Après Mala Junta en 2016 et la co-réalisation de la série 42 Days in the Dark en 2021, la réalisatrice chilienne Claudia Huaiquimilla revient avec le drame social Mis Hermanos.
Au Chili, de nos jours, Angel et son jeune frère Franco purgent leur peine dans un centre de détention pour mineurs. S’entendant bien avec leurs codétenus, ils rêvent ensemble de liberté jusqu’au jour où Jaim, un jeune délinquant charismatique récemment transféré dans leur bloc, promet de les aider à s’évader.
Inspiré d’un fait-divers survenu en 2007 et réalisé dans une optique ouvertement politique, doublée d’une empathie évidente à l’égard de ses protagonistes (et de leurs homologues réels) Mis Hermanos plonge son spectateur dans un univers oppressant – dont il ne sortira qu’à l’occasion de courts flashbacks ou de scènes oniriques – et le conduit à partager avec ses (très) jeunes personnages principaux un quotidien fait de sentiment de solitude et d’abandon – la plupart d’entre eux ignorant combien de temps vont durer leurs peines respectives – de détresse émotionnelle, de perte de repères – renforcée par des anxiolytiques censés réduire le stress de l’enfermement – mais aussi de rêverie quasi-permanente, le rêve s’avérant être le seul moyen pour eux de songer à des jours meilleurs et ainsi supporter leur condition…

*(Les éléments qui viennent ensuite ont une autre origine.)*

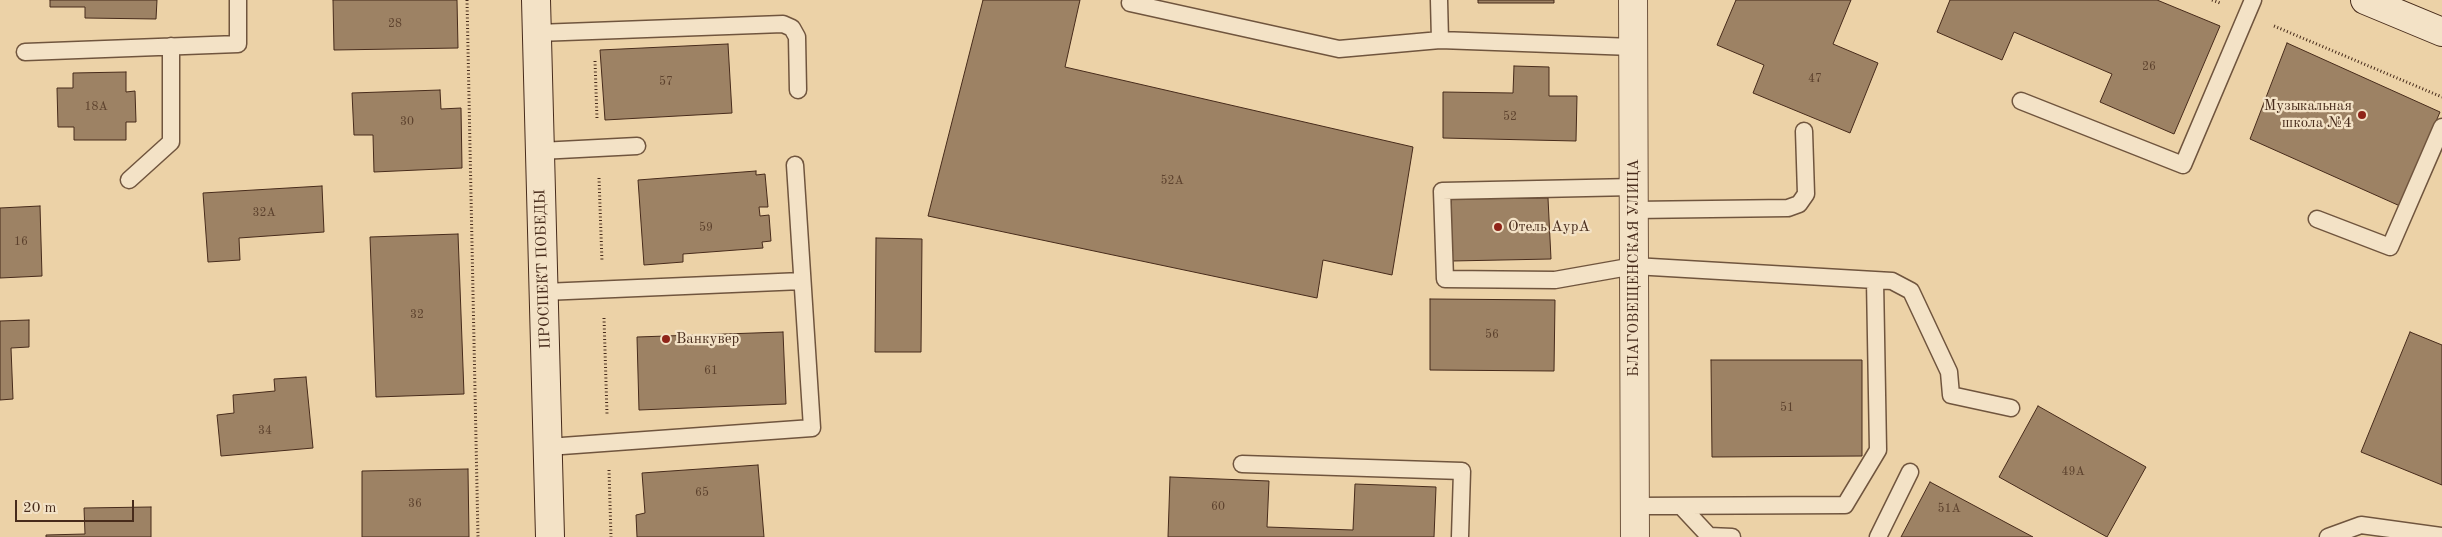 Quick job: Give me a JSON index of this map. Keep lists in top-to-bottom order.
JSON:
{
  "streets": {
    "main road": ["БЛАГОВЕЩЕНСКАЯ УЛИЦА", "ПРОСПЕКТ ПОБЕДЫ"]
  },
  "places": ["Музыкальная школа №4", "Отель АурА", "Ванкувер"],
  "house_numbers": [
    "28",
    "26",
    "47",
    "57",
    "18А",
    "52",
    "30",
    "52А",
    "32А",
    "59",
    "16",
    "32",
    "56",
    "61",
    "51",
    "34",
    "49А",
    "65",
    "36",
    "60",
    "51А"
  ],
  "scale_bar": "20 m"
} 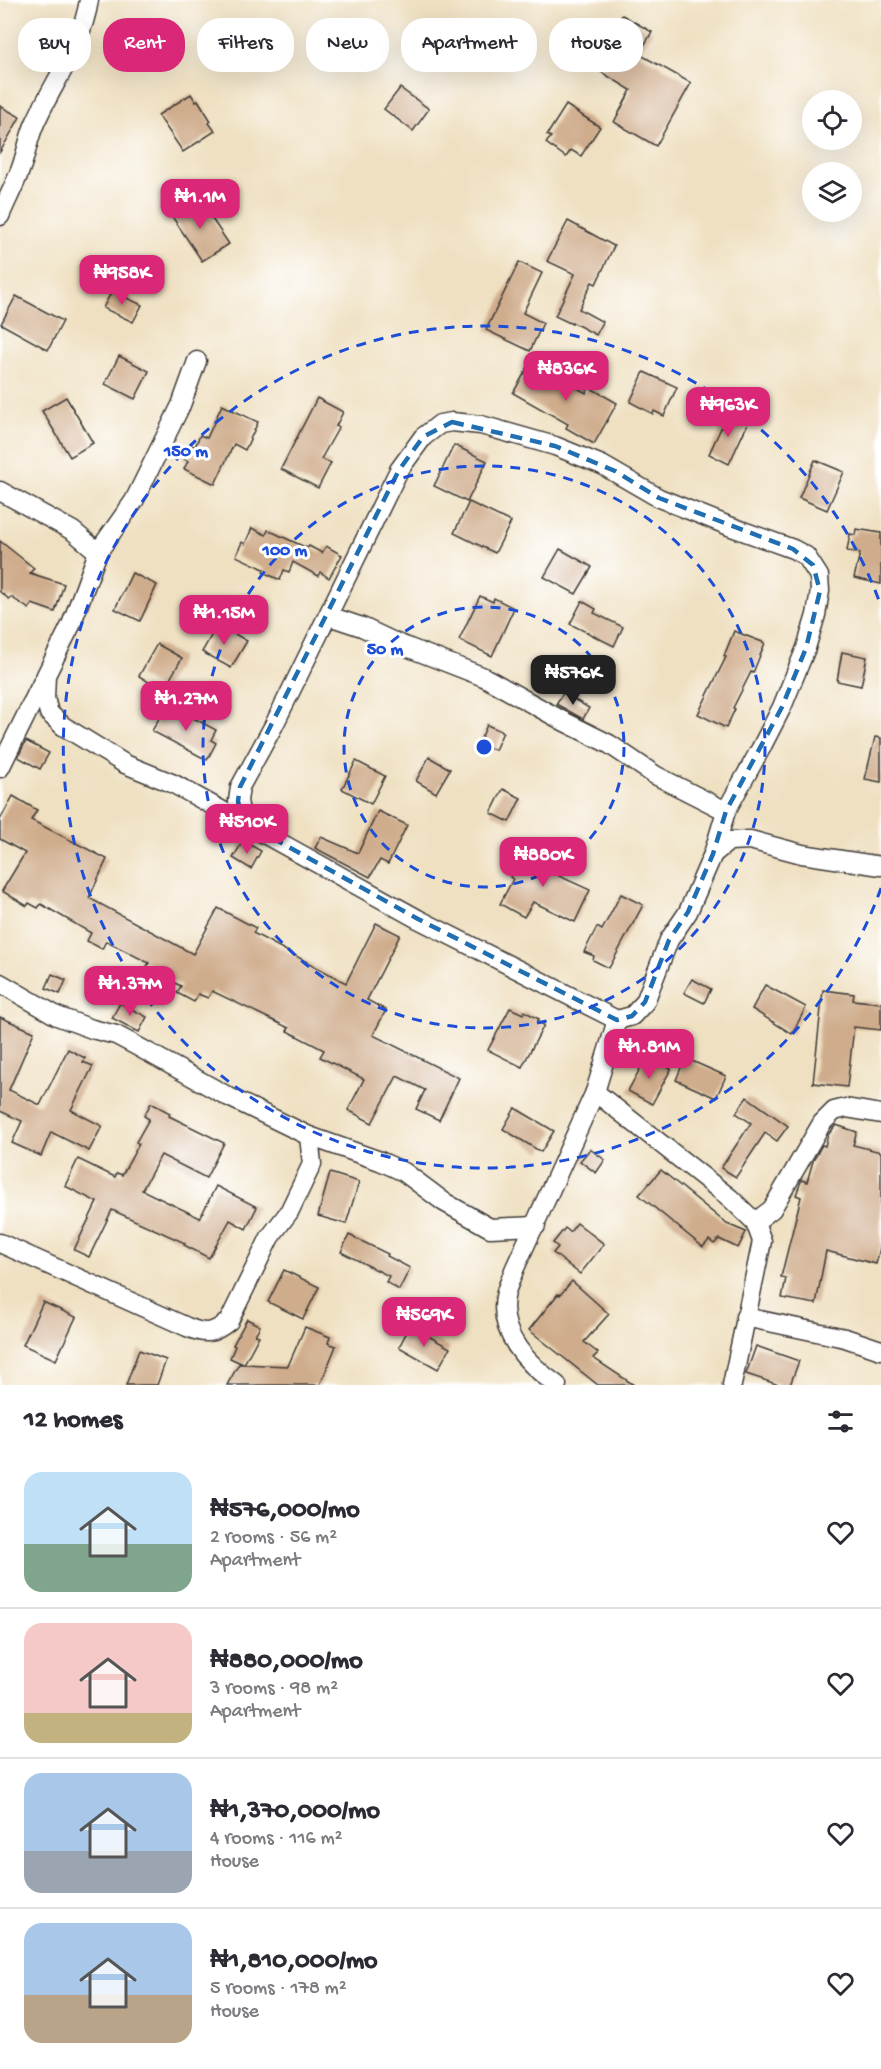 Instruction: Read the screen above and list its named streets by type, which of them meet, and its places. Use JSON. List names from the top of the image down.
{
  "page": {
    "chip": [
      "Buy",
      "Rent",
      "Filters",
      "New",
      "Apartment",
      "House"
    ],
    "price": [
      "₦1.1M",
      "₦958K",
      "₦836K",
      "₦963K",
      "₦1.15M",
      "₦576K",
      "₦1.27M",
      "₦510K",
      "₦880K",
      "₦1.37M",
      "₦1.81M",
      "₦569K"
    ],
    "heading": "12 homes",
    "list": [
      {
        "name": "₦576,000/mo",
        "note": "2 rooms · 56 m² · Apartment"
      },
      {
        "name": "₦880,000/mo",
        "note": "3 rooms · 98 m² · Apartment"
      },
      {
        "name": "₦1,370,000/mo",
        "note": "4 rooms · 116 m² · House"
      },
      {
        "name": "₦1,810,000/mo",
        "note": "5 rooms · 178 m² · House"
      }
    ]
  },
  "rings": ["150 m", "100 m", "50 m"]
}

Rendant compte, de façon quasi-documentaire, des conditions aliénantes dans lesquelles ces adolescents et pré-adolescents – souvent issus de familles défavorisées – sont détenus dans des centres souvent insalubres, tenus par des fonctionnaires bien intentionnés mais totalement démunis par la faute d’un système public de détention des mineurs absolument défaillant – ce problème se posant au Chili dans des proportions titanesques – Mis Hermanos est également une réussite dramaturgique, parvenant sur un temps très court (85 minutes) à construire une narration complexe et distiller un véritable suspense à mesure que son récit, initialement poétique et attendrissant, tourne, sous les yeux impuissants du spectateur, à la tragédie pure…

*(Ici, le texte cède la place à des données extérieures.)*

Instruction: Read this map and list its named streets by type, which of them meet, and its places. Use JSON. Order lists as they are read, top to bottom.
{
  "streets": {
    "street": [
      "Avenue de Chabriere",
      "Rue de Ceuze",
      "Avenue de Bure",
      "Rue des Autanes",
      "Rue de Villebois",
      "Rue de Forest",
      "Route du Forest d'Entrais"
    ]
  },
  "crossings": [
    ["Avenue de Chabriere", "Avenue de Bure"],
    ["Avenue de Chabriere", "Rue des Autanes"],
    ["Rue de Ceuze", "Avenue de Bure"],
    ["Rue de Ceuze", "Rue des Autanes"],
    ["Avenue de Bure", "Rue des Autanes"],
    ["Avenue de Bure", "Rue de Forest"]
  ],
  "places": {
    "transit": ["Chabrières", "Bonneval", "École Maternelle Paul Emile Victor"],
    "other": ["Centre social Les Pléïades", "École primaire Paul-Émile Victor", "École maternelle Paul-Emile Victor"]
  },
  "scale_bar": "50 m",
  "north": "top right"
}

Délaissant progressivement tout optimisme, à mesure que ses personnages, las de se sentir ignorés par un système pourtant chargé d’assurer leur protection et leur réinsertion – et désespérant de jamais retrouver leur liberté – sombrent dans le désespoir et la haine les plus destructeurs, le film embrasse alors pleinement sa dimension politique, faisant de ses héros les représentants d’une jeunesse défavorisée (et par extension, d’une société entière) cédant, faute d’horizon et d’aide gouvernementale – et sous la mauvaise influence du premier leader venu – aux sirènes de la violence.

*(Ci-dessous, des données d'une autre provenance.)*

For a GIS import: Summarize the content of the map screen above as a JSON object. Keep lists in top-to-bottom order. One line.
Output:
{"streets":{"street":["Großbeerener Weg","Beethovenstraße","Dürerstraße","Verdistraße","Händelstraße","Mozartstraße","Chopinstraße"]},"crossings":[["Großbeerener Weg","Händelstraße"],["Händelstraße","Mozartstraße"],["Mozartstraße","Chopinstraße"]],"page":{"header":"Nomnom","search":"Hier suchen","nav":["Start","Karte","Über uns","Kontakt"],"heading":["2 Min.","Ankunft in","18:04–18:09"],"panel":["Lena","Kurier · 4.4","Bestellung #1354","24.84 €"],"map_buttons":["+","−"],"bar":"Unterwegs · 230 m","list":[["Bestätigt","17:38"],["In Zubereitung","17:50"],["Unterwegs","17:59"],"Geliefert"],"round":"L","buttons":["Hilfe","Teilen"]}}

Authentique pamphlet à charge contre le système chilien de détention des mineurs (dont il prend la peine de rappeler que les défaillances ont coûté la vie à plus de 1700 jeunes, tous morts en détention entre 2005 et 2020) et véritable mise en garde contre les dangers de l’inaction gouvernementale et du populisme, Mis Hermanos s’impose ainsi comme un drame social fort et brillamment exécuté. Viscéral et percutant.